Né le 25 décembre 1745 en Guadeloupe, Joseph Bologne est le fils d'une esclave africaine et d'un riche planteur, Georges de Bologne Saint-Georges. Son père, contraint de quitter l'île après un duel, l'emmène en France où il reçoit une éducation digne de la noblesse. 

Au collège, le jeune Joseph excelle autant dans les études que dans les arts martiaux. À 13 ans, il devient l'élève du célèbre maître d'armes La Boëssière, qui lui enseigne l'escrime avec une rapière, une arme alors réservée à l'aristocratie.

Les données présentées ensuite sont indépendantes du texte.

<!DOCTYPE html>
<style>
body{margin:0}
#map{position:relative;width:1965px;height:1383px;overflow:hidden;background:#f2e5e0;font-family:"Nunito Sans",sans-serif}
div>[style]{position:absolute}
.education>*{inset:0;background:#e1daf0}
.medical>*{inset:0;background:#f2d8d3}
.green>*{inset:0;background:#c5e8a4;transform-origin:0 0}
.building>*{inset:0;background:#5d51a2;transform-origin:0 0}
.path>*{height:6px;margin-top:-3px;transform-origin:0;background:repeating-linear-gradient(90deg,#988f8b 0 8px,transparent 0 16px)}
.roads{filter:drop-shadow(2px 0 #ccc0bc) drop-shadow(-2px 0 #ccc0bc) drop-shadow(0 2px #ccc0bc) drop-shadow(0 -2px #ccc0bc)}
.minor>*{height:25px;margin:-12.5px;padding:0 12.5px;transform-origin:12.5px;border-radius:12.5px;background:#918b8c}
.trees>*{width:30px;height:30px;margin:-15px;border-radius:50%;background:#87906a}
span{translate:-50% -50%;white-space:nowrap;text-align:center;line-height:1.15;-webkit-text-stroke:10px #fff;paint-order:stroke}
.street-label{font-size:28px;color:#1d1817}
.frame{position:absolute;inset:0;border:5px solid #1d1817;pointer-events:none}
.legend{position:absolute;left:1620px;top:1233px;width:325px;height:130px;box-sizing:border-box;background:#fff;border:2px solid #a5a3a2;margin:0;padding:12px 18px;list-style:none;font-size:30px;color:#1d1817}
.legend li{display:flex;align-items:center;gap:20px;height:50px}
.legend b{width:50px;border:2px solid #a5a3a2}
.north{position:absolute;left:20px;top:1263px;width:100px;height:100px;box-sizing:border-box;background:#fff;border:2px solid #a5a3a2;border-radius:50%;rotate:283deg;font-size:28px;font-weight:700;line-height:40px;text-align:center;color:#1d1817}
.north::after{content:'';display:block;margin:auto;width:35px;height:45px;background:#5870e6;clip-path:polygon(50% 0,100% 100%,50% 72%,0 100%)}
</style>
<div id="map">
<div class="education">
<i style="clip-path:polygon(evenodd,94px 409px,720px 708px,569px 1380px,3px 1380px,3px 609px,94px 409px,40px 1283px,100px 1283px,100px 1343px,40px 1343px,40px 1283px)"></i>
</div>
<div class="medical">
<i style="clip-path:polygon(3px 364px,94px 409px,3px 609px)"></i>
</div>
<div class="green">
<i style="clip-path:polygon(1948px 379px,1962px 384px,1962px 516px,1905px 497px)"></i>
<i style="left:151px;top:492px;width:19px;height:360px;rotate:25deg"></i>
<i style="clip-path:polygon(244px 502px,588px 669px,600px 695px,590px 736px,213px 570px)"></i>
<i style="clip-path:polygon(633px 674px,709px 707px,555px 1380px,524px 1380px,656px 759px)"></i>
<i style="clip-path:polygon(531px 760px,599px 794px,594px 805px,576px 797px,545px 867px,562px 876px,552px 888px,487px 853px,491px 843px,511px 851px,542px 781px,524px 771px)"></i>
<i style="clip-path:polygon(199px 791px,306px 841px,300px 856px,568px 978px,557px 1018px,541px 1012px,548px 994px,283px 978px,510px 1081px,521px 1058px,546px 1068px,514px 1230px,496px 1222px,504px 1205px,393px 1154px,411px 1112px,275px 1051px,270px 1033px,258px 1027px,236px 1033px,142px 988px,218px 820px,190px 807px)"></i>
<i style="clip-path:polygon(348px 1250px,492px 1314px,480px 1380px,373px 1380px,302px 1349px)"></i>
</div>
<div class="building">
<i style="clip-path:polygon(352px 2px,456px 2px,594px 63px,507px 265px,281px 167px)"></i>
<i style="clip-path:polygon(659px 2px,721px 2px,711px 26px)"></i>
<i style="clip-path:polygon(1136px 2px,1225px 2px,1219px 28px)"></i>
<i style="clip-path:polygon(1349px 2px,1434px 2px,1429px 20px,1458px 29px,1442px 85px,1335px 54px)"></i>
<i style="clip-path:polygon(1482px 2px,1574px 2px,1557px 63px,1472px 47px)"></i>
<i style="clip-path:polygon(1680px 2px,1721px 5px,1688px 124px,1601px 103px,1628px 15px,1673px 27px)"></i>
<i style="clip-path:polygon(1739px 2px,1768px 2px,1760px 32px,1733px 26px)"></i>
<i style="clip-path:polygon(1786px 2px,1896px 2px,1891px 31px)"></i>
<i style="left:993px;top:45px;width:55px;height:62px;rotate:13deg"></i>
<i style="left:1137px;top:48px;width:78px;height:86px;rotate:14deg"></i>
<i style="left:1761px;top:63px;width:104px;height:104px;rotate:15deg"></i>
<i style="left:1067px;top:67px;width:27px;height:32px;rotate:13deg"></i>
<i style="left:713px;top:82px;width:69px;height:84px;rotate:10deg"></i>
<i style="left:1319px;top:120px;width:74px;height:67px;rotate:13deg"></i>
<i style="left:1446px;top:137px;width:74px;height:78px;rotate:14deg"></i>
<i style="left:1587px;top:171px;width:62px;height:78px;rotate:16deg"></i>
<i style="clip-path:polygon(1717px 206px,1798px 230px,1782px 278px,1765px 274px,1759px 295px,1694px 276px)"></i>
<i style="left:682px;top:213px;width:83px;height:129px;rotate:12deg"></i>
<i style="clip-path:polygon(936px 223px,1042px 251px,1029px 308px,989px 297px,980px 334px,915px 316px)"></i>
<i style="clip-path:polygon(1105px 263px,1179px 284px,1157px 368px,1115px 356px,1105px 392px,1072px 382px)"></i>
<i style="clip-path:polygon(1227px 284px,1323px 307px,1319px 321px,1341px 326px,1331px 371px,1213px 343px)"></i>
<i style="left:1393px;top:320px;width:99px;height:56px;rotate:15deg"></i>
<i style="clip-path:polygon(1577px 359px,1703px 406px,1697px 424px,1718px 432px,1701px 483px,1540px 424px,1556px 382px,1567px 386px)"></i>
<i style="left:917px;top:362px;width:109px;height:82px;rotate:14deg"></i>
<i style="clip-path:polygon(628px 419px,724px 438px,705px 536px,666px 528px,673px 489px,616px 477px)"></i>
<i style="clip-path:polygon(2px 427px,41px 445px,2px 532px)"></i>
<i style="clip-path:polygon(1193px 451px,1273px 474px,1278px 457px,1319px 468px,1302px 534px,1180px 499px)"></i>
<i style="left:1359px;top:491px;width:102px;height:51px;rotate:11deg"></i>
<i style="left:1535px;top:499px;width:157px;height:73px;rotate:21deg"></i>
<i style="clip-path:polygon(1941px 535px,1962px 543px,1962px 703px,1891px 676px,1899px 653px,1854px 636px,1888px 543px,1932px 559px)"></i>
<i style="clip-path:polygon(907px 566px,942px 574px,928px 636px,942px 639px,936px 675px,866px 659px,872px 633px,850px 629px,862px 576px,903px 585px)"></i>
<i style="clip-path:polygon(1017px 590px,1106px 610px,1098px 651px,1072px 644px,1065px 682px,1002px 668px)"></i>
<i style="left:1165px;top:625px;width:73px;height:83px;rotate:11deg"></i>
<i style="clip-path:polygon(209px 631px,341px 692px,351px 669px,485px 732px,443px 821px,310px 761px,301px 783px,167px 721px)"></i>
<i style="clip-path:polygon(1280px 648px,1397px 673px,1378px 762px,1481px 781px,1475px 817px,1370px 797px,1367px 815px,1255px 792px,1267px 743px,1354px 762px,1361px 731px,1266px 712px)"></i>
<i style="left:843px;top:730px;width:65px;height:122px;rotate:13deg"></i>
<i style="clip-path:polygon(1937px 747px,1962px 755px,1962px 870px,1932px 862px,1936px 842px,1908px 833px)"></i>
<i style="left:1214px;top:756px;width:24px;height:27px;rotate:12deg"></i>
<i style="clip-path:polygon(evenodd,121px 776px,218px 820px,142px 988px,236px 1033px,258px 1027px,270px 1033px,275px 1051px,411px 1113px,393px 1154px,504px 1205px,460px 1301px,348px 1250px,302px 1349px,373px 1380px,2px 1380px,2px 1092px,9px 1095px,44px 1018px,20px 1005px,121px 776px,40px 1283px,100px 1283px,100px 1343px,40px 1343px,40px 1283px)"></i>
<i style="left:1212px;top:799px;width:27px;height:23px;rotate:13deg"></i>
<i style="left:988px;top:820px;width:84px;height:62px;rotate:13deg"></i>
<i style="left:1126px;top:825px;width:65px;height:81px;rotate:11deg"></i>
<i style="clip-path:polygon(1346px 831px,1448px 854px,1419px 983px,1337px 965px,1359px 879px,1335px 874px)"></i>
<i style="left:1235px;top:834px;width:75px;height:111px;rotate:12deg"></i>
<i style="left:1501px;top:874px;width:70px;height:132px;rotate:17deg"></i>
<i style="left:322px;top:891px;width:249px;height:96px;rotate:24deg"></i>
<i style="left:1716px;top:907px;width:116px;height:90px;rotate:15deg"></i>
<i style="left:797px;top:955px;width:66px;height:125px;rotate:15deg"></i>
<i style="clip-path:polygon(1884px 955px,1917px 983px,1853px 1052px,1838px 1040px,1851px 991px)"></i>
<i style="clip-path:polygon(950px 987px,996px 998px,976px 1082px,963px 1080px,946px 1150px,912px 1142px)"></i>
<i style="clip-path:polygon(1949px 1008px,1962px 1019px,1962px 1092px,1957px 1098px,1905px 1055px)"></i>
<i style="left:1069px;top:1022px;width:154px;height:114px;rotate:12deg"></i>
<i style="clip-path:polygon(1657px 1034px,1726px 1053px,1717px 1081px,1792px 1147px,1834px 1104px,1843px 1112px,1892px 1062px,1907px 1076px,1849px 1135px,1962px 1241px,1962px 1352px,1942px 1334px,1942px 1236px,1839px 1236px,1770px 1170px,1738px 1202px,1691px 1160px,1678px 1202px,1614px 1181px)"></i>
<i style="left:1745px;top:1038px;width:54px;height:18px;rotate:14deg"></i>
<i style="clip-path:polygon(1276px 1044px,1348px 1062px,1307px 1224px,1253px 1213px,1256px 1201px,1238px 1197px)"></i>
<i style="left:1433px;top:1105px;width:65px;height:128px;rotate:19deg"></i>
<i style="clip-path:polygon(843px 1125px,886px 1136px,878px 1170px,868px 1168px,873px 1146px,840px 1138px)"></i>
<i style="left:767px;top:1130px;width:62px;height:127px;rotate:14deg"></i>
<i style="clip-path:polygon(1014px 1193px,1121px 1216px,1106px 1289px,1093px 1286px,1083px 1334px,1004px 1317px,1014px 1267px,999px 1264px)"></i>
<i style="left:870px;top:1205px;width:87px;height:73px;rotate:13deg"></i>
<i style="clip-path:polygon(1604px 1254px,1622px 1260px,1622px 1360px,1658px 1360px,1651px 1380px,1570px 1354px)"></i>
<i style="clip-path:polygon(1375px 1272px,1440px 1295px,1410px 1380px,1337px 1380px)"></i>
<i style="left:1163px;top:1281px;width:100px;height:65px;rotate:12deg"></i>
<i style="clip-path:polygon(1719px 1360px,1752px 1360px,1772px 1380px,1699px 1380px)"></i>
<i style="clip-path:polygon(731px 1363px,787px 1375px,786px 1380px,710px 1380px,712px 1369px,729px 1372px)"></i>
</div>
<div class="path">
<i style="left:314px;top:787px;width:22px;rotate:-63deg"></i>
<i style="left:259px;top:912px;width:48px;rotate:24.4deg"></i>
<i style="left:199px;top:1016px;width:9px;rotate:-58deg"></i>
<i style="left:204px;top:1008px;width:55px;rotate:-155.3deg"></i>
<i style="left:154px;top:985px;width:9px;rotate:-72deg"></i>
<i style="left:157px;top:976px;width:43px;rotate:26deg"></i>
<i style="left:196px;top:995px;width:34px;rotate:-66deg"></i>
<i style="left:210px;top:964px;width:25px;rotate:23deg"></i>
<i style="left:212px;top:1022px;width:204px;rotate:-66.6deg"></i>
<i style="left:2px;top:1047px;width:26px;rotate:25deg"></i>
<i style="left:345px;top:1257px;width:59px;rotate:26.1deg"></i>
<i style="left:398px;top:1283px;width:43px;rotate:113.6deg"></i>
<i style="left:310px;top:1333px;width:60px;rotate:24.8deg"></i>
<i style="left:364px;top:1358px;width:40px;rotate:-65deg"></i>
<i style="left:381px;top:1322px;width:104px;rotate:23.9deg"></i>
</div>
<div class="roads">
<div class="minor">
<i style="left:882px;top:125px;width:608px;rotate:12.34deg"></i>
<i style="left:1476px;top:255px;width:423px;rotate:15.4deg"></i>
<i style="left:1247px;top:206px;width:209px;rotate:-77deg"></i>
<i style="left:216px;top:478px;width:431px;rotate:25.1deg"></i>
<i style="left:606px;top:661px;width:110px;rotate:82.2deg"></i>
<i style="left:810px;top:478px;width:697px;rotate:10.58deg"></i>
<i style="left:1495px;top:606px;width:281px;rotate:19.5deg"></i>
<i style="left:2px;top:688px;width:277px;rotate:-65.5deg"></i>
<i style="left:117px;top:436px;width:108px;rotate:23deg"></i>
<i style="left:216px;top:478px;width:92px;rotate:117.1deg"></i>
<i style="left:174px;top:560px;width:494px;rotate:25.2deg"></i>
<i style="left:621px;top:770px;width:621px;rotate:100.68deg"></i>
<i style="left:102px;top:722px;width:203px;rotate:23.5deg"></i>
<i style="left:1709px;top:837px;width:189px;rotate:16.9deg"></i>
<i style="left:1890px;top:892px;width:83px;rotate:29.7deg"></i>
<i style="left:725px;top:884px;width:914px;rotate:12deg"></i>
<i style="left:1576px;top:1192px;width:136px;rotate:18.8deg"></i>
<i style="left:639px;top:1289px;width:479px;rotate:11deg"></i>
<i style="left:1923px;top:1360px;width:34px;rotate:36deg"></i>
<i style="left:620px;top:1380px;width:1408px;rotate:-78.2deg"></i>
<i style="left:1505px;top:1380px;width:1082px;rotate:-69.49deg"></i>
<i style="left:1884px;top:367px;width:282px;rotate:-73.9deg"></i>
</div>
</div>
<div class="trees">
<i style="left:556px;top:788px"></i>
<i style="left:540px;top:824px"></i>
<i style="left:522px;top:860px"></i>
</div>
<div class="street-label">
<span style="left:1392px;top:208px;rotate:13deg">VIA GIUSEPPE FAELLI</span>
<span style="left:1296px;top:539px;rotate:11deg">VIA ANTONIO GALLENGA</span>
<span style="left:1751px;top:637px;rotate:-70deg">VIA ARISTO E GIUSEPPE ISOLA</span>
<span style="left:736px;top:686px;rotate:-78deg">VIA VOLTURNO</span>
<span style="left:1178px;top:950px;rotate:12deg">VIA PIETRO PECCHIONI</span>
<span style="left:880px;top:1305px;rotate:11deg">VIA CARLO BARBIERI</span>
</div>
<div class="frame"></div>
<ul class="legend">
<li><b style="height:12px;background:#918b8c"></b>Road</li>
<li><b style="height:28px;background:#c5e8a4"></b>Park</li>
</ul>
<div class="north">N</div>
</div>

Parallèlement, il étudie la musique avec le compositeur Jean-Marie Leclair, puis avec François-Joseph Gossec. 

Le Mozart noir : un compositeur virtuose 

Dès les années 1770, Saint-George s'impose comme l'un des plus brillants violonistes d'Europe. Ses concertos, d'une technicité époustouflante, rivalisent avec ceux de Haydn. En 1773, il prend la direction du Concert des Amateurs, qu'il transforme en l'un des meilleurs orchestres parisiens. 

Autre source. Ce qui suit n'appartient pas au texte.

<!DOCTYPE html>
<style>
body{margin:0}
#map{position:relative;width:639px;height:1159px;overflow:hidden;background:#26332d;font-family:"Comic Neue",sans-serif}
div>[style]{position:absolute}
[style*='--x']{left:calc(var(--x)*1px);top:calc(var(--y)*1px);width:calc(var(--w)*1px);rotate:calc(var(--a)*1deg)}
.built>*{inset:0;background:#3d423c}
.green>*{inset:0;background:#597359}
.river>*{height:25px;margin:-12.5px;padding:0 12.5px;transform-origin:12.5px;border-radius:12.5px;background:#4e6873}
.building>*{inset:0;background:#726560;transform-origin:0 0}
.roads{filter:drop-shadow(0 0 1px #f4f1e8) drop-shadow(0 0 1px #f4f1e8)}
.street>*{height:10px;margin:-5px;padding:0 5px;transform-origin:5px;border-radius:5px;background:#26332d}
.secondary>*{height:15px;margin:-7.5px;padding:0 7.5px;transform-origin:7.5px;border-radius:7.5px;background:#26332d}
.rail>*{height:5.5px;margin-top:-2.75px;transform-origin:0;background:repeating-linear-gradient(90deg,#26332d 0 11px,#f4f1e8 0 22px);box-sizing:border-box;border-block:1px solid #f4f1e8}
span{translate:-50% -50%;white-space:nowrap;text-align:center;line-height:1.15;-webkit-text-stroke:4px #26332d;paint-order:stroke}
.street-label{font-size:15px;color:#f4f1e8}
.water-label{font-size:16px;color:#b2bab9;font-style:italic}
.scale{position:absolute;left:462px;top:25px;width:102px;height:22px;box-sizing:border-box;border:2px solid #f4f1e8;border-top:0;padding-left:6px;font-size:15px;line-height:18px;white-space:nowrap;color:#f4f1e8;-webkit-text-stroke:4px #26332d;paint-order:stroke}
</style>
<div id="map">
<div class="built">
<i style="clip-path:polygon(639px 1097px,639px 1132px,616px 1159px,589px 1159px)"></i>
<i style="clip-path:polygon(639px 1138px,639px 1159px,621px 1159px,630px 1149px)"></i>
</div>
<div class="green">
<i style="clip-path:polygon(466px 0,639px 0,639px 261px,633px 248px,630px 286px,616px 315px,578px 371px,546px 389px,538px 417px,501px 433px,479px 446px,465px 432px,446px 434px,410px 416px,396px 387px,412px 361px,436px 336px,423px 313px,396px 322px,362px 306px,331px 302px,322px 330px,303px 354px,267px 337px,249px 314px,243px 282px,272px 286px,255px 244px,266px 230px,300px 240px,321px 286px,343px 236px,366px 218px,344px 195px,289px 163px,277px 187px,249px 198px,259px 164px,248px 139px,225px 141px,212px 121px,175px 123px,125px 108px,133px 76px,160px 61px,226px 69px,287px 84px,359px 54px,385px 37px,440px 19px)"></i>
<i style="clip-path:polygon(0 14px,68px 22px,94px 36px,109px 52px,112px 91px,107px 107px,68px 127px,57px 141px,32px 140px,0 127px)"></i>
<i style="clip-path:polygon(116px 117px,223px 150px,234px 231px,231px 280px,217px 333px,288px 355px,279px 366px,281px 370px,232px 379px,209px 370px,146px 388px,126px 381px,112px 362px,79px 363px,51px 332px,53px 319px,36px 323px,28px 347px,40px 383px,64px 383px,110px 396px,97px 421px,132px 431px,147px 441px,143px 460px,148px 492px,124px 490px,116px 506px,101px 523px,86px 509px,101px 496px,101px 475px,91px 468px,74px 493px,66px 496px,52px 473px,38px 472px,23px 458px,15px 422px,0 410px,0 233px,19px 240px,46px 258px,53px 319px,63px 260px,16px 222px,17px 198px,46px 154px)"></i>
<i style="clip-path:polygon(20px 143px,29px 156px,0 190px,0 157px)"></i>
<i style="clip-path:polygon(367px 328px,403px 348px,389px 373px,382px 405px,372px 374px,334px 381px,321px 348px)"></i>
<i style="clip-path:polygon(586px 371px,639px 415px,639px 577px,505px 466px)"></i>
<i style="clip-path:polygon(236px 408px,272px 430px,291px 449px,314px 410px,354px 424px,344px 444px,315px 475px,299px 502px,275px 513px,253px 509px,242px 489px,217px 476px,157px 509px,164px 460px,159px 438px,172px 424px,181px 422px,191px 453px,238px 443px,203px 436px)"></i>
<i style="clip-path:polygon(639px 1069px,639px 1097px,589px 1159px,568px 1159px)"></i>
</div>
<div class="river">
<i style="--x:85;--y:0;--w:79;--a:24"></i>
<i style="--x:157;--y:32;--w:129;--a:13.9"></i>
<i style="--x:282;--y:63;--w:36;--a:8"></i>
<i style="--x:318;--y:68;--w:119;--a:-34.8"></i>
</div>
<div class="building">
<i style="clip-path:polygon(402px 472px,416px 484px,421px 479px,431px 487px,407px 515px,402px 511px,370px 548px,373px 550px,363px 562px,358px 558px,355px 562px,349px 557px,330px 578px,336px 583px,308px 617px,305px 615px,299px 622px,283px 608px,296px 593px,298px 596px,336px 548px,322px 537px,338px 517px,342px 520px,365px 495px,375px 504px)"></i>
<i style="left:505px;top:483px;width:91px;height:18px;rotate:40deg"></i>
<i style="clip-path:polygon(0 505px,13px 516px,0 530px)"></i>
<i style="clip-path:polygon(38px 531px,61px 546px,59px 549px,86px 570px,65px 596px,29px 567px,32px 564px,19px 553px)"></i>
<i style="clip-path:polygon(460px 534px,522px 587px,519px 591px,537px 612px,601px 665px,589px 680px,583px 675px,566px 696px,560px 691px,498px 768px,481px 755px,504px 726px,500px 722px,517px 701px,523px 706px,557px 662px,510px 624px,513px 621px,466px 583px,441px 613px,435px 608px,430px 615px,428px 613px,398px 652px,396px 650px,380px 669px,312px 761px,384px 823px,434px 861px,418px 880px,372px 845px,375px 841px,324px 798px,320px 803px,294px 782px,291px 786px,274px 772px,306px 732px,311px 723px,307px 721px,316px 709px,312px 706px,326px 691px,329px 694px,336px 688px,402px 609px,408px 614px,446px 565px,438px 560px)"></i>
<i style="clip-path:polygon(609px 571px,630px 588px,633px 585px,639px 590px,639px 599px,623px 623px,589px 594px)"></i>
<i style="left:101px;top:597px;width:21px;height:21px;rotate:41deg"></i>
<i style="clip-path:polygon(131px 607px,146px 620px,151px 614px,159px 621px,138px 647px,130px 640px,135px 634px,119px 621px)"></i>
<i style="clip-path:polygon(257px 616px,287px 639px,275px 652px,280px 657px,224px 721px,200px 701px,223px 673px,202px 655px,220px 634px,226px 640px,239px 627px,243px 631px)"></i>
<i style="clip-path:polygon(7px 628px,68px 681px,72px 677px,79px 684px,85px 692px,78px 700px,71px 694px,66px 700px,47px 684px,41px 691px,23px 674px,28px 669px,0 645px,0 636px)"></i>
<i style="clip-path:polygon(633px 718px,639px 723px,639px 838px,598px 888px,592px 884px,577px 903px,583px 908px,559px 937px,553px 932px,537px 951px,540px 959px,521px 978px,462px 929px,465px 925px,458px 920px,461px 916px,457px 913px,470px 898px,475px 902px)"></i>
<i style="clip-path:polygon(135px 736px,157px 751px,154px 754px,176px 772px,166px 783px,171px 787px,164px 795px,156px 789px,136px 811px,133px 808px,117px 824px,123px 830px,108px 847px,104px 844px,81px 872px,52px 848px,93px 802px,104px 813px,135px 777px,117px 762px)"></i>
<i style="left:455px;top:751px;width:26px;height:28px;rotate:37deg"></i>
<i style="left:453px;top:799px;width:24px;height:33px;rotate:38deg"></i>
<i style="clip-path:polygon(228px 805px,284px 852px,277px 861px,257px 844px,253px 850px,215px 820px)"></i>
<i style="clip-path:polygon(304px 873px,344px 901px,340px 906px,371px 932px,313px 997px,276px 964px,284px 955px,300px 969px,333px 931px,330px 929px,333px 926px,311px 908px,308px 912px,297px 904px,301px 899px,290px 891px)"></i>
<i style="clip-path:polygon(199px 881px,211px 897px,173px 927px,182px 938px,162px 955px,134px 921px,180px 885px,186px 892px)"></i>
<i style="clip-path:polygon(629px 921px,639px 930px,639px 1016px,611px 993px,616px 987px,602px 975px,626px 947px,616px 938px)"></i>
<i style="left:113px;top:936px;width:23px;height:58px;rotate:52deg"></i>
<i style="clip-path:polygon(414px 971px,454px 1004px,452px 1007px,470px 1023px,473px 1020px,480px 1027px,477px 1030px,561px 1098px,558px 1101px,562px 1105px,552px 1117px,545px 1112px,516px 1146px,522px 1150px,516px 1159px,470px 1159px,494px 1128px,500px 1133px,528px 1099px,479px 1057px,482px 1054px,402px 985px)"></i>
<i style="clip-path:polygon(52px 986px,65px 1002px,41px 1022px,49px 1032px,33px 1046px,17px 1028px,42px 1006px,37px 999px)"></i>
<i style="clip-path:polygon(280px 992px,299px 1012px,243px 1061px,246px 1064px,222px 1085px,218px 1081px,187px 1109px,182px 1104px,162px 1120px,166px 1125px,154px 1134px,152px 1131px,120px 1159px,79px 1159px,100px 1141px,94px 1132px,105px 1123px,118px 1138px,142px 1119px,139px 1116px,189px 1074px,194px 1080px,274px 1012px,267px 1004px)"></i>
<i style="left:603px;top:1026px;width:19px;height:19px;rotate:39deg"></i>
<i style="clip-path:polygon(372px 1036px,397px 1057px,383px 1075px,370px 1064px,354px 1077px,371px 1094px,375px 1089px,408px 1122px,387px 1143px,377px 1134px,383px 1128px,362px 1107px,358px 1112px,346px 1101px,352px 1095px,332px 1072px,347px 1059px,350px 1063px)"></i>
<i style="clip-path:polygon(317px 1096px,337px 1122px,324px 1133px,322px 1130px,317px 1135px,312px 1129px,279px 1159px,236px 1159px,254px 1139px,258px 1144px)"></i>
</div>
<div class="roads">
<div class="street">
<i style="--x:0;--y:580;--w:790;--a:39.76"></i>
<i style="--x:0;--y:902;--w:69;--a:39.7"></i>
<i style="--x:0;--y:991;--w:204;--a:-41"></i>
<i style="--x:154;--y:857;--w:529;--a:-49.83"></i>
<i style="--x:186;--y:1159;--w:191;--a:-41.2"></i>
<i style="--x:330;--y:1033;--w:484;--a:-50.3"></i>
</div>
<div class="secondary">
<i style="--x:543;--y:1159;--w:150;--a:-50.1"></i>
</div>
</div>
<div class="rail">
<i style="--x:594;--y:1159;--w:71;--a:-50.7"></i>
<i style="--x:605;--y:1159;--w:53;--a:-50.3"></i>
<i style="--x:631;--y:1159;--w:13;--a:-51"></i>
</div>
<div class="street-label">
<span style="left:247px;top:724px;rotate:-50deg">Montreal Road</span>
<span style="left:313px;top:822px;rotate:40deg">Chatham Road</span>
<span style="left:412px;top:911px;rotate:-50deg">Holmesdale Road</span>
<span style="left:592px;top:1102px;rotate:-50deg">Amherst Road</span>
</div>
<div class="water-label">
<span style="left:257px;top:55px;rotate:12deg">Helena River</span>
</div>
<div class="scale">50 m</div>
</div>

Marie-Antoinette, séduite par son talent, le fait jouer à Versailles et le propose en 1776 pour diriger l'Opéra royal. Mais une pétition de chanteuses, "elles ne peuvent se produire sous les ordres d'un mulâtre" fait capoter sa nomination. Un racisme qui ne l'empêche pas de composer six opéras, dont "Ernestine", considéré comme le premier opéra écrit par un Noir. 

"Le dieu de l'épée" : des duels légendaires 

En 1766, à seulement 21 ans, Saint-George défie en duel le maître d'armes Alexandre Picard, qui avait publiquement douté des capacités d'"un sang-mêlé". Sa victoire éclatante fait la une des gazettes. 

En 1787, son combat contre le Chevalier d'Éon, espion travesti et célèbre bretteur attire des milliers de spectateurs à Londres. Les journaux britanniques le surnomment "le Mozart des armes", tant ses passes d'armes semblent chorégraphiées comme une partition.

Un révolutionnaire en uniforme 

Quand éclate la Révolution, Saint-George s'engage avec ferveur. En 1792, il crée la "Légion franche des Américains", premier régiment français composé de soldats noirs et métis, dont fait partie le futur général Dumas (père de l'écrivain). 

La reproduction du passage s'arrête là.